"""

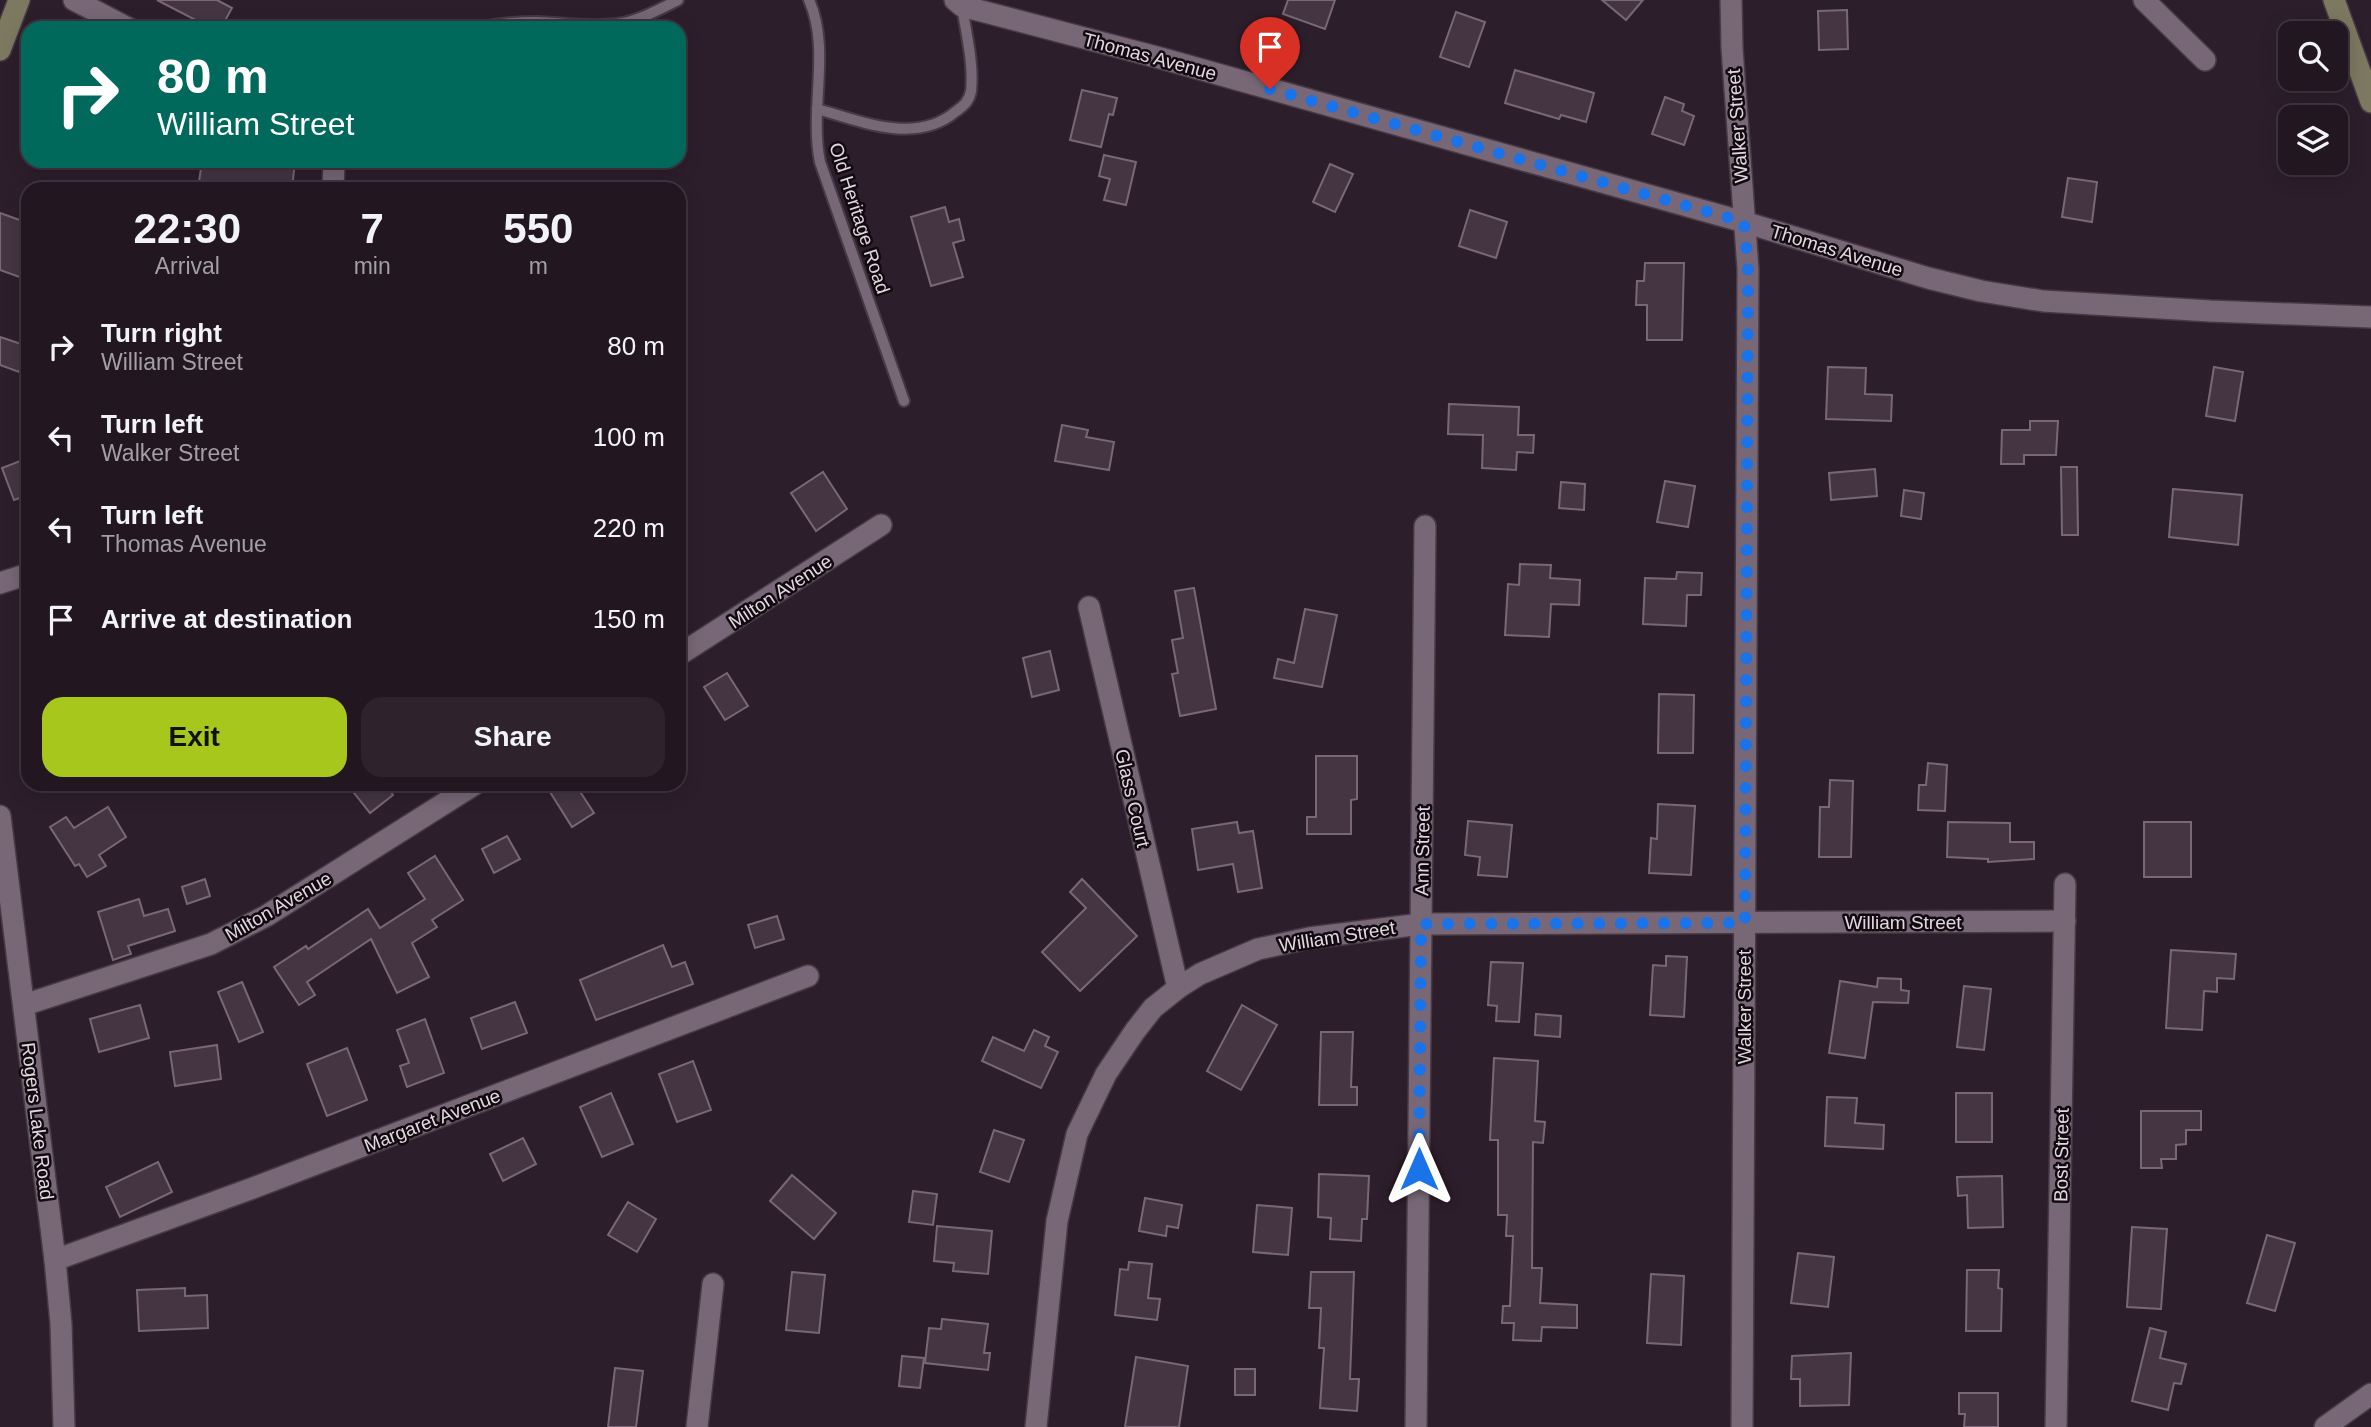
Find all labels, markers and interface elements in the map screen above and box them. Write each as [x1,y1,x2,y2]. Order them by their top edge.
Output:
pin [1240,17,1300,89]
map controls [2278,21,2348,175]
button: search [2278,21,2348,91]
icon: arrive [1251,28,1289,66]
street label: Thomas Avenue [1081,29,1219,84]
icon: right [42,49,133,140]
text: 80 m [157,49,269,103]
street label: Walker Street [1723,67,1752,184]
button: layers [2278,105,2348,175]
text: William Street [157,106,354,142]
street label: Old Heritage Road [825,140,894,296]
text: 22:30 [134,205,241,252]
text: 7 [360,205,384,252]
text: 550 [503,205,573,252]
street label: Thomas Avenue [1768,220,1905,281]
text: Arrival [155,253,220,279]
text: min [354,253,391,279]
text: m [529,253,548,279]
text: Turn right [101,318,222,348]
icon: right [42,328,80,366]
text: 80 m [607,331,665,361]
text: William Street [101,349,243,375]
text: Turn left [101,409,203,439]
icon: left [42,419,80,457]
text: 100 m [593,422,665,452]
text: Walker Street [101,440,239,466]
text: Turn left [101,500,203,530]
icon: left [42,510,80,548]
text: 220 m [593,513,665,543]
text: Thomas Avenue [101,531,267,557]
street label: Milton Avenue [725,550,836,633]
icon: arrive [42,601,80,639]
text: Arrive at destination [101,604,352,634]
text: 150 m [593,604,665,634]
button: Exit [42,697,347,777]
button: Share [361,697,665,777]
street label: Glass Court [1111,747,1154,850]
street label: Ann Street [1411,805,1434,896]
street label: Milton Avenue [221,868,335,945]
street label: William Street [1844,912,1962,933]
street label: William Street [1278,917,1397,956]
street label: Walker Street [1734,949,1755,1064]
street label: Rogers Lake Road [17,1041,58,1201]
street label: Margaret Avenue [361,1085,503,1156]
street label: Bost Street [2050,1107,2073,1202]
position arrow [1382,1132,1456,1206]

"""

§ **Your objective**
Whichever lines of the data include the word "right", pull them out.

§ **Exercise response**
icon: right [42,49,133,140]
text: Turn right [101,318,222,348]
icon: right [42,328,80,366]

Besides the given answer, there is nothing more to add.